- Opening Delimiter -

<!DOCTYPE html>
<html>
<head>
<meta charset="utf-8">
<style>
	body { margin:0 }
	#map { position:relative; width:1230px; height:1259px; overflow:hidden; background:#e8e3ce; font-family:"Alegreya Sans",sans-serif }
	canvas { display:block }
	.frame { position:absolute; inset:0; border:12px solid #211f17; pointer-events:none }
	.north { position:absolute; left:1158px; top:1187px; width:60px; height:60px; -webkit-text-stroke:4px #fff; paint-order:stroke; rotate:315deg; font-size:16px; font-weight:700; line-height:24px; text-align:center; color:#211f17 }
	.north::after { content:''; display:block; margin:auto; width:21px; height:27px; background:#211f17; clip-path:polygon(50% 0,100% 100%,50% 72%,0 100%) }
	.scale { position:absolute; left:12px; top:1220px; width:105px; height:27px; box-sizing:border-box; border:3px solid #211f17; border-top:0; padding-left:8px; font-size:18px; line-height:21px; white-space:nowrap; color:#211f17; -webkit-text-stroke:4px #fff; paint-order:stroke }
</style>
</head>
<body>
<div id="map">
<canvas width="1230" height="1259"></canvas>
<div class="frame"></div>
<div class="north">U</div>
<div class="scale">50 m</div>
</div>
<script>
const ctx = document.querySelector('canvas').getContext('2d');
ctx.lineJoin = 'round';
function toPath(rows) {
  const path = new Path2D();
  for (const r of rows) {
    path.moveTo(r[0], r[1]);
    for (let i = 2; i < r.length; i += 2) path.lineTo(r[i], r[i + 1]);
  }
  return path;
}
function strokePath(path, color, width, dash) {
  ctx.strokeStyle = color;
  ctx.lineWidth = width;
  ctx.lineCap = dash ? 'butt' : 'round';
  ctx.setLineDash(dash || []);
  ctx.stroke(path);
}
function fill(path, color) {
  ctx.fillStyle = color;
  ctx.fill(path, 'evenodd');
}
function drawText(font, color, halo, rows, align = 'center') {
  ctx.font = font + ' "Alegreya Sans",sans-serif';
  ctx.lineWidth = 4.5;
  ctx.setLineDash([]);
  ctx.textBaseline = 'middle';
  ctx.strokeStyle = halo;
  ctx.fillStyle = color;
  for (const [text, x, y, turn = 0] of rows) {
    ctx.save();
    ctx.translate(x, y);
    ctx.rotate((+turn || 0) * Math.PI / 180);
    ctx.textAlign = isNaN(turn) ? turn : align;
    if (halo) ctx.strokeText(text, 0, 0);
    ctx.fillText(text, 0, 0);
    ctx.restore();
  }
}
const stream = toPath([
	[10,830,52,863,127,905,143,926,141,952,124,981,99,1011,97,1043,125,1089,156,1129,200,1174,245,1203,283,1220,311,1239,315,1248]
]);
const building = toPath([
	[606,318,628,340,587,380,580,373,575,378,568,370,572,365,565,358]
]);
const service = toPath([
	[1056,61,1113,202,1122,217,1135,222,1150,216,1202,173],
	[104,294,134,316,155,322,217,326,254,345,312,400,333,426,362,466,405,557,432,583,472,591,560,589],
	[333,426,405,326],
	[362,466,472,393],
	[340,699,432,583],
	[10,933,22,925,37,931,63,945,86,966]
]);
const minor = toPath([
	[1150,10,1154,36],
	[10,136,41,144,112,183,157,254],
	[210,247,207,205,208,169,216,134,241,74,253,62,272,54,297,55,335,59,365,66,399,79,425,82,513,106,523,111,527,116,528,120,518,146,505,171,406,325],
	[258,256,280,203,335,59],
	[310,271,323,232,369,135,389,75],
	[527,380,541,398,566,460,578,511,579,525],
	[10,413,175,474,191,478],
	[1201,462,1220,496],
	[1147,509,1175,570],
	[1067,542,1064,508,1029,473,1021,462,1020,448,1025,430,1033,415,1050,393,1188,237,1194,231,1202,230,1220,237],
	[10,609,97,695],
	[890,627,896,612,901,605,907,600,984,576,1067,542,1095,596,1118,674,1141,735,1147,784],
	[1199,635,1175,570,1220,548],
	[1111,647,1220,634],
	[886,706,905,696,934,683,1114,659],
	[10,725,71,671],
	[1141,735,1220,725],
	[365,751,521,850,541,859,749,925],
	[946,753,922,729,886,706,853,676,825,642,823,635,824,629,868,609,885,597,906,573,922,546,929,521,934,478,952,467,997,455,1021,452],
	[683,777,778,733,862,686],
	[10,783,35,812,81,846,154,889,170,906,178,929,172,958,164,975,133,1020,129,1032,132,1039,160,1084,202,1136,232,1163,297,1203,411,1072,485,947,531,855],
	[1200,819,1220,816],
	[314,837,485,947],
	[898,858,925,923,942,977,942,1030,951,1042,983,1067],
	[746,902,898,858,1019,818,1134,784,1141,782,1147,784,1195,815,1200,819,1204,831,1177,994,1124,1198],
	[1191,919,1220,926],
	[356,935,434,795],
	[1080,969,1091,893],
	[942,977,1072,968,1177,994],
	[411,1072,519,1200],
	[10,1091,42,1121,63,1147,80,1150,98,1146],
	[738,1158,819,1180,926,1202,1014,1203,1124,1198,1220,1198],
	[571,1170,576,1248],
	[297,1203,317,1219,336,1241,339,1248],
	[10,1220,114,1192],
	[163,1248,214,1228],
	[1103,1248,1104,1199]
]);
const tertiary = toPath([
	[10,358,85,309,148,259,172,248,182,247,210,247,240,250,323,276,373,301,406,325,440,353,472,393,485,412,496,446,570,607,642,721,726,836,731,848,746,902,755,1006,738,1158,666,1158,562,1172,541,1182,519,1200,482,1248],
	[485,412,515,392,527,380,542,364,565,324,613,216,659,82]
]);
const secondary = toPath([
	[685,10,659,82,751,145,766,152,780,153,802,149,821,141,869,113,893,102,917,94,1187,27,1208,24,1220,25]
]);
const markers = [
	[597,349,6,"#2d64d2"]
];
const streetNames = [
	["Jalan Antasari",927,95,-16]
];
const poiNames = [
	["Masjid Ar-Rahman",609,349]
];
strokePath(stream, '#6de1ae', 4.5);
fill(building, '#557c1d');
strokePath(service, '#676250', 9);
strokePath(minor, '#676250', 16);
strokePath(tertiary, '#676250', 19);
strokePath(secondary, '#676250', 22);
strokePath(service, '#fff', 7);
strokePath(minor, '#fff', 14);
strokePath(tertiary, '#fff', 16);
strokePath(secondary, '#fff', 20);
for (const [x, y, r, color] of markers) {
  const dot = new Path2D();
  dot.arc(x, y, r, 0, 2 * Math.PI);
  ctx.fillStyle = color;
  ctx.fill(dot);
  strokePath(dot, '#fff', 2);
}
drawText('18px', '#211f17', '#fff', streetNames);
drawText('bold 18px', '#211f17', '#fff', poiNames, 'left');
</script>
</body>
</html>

- Closing Delimiter -
- Opening Delimiter -

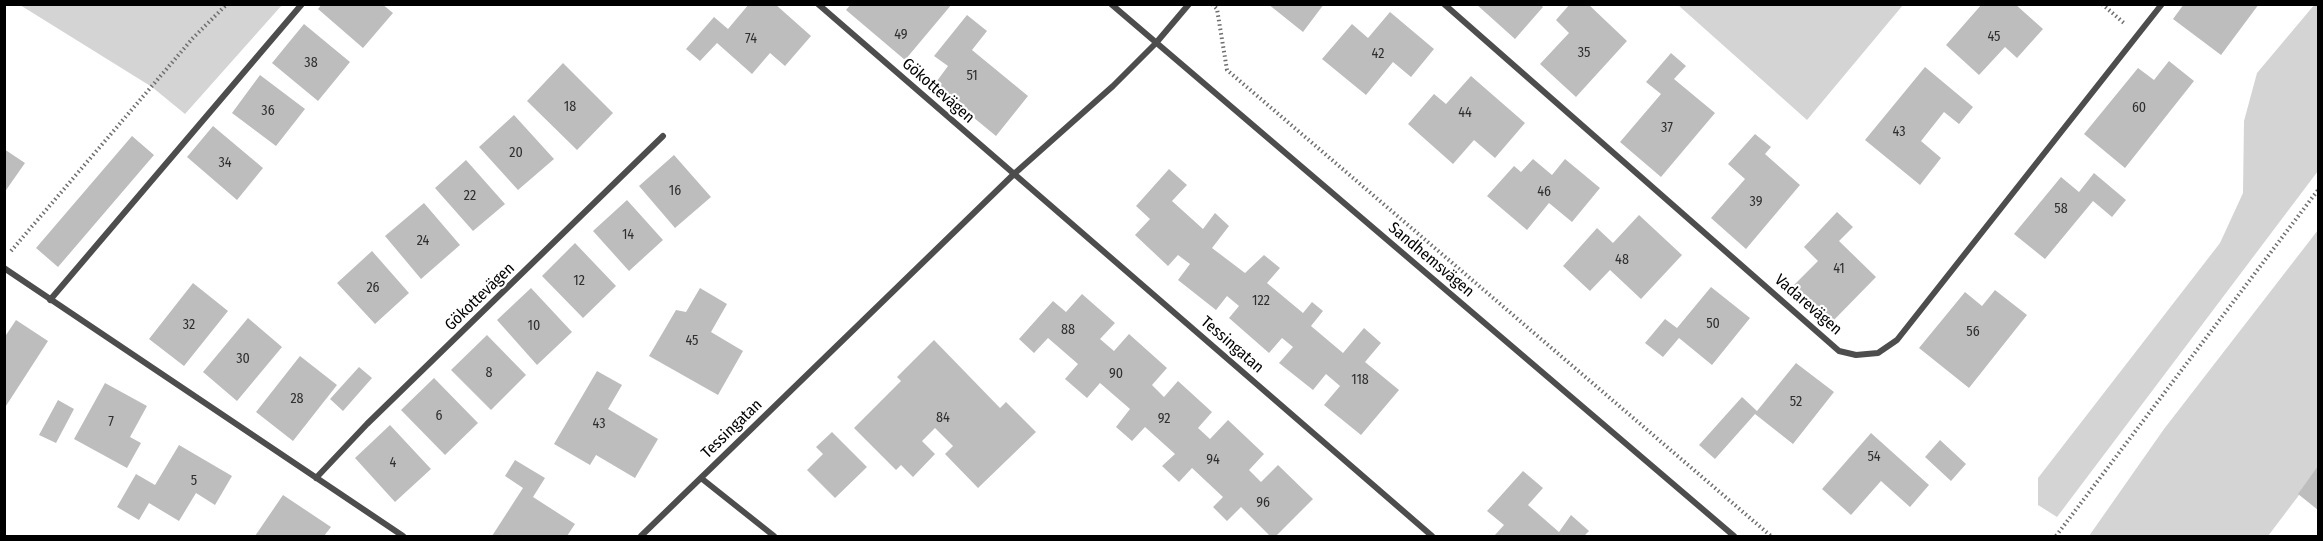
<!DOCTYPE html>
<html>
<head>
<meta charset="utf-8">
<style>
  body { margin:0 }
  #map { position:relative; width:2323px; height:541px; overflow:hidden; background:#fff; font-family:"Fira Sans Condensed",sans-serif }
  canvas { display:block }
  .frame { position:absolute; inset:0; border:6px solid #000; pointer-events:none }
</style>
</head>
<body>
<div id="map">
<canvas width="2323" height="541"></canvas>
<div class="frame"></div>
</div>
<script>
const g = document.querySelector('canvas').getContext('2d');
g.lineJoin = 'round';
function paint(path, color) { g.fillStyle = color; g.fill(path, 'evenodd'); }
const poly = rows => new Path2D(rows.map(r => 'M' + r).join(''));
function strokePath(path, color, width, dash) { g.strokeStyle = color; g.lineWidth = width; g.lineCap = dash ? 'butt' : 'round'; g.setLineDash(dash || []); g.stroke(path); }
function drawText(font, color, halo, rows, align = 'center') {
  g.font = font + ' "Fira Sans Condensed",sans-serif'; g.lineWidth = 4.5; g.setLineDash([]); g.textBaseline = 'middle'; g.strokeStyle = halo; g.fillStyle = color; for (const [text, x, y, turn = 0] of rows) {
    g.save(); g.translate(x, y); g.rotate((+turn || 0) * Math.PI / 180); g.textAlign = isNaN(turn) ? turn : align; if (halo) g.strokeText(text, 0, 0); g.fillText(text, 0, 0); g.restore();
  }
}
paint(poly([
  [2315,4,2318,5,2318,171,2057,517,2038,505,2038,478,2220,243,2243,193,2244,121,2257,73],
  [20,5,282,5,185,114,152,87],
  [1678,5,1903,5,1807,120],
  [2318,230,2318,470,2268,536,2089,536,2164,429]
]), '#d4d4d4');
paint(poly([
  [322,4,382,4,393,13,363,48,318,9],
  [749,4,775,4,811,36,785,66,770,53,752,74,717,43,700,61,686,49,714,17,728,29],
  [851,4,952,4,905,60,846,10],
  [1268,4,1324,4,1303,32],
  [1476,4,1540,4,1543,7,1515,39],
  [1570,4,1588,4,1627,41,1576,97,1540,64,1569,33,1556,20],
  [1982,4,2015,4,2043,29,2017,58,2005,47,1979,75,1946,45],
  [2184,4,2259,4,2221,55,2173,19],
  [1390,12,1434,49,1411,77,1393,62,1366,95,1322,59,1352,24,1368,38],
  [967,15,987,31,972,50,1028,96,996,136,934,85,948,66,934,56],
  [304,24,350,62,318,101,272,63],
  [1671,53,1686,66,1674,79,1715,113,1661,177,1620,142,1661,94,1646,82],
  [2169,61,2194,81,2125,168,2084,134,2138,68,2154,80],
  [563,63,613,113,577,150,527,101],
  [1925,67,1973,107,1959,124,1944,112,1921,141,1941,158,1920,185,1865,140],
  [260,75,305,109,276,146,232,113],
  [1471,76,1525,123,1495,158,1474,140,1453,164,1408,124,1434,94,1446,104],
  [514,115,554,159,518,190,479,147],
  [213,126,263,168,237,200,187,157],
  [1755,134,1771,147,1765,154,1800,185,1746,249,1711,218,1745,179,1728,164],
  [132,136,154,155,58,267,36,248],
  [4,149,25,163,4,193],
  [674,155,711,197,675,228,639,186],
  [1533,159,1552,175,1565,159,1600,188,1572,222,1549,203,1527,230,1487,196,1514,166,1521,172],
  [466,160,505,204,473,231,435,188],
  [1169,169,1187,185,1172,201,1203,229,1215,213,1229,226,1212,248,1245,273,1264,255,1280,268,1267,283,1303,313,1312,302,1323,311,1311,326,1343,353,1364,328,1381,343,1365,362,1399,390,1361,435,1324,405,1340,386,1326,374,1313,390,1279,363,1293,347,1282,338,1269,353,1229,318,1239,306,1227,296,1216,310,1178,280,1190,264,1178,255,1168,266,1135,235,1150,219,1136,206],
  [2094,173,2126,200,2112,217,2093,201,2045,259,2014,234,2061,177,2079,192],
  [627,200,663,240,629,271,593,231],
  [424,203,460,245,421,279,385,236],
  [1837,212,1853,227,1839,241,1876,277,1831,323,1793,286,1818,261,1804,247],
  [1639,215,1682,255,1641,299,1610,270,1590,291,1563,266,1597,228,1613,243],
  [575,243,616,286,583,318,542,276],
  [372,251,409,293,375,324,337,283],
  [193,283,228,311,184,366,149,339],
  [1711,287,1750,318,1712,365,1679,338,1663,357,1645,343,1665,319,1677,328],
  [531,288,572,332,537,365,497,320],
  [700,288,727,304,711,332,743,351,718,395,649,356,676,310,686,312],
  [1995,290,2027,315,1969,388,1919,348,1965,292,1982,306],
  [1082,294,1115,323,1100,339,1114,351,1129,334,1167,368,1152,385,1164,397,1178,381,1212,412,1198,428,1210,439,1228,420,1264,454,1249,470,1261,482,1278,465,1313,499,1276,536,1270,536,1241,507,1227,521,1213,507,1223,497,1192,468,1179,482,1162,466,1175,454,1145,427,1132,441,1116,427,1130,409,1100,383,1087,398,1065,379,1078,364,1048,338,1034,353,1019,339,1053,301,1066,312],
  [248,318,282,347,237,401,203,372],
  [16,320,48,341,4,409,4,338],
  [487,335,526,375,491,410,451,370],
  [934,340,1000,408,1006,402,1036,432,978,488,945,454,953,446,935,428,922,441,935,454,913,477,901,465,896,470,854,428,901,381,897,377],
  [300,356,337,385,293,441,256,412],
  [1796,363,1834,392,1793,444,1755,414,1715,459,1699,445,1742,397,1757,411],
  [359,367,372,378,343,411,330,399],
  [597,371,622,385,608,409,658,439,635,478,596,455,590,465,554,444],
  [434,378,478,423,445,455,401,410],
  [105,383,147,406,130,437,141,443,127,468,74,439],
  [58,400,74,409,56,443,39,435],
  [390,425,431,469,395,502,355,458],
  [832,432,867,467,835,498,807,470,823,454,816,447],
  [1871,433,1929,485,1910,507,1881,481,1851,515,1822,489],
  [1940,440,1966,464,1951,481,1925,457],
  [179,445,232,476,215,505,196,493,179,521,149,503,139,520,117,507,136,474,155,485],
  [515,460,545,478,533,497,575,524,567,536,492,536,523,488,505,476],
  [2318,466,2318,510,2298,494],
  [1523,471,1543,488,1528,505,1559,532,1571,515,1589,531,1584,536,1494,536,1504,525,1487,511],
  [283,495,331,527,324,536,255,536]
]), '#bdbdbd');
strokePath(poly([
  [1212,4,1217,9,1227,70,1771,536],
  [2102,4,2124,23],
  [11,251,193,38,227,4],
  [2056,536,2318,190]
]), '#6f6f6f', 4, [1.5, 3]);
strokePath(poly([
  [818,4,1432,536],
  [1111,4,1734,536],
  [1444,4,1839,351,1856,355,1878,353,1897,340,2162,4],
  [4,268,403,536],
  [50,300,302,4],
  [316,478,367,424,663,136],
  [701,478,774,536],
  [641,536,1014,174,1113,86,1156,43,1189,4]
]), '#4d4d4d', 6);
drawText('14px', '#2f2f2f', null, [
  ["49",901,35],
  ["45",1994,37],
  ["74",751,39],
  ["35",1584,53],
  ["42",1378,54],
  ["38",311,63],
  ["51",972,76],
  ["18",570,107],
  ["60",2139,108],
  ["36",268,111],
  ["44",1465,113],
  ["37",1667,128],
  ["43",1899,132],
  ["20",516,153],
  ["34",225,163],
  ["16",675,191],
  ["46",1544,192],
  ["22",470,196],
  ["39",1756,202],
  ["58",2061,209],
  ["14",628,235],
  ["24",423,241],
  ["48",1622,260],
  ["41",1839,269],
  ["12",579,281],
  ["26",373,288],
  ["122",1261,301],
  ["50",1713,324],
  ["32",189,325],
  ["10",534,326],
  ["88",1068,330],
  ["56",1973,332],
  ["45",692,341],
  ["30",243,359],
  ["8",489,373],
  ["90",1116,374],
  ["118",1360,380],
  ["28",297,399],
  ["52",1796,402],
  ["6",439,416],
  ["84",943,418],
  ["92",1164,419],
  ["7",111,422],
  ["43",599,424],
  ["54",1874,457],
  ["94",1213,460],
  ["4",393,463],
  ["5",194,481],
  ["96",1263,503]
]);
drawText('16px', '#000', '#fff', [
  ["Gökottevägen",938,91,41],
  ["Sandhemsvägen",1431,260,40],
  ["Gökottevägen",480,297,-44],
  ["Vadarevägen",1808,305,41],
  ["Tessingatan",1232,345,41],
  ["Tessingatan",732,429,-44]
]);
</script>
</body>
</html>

- Closing Delimiter -

## Brief:
Within the records above, each line containing "strokeText" is to be returned.

## Solution to this task:
    if (halo) ctx.strokeText(text, 0, 0);
    g.save(); g.translate(x, y); g.rotate((+turn || 0) * Math.PI / 180); g.textAlign = isNaN(turn) ? turn : align; if (halo) g.strokeText(text, 0, 0); g.fillText(text, 0, 0); g.restore();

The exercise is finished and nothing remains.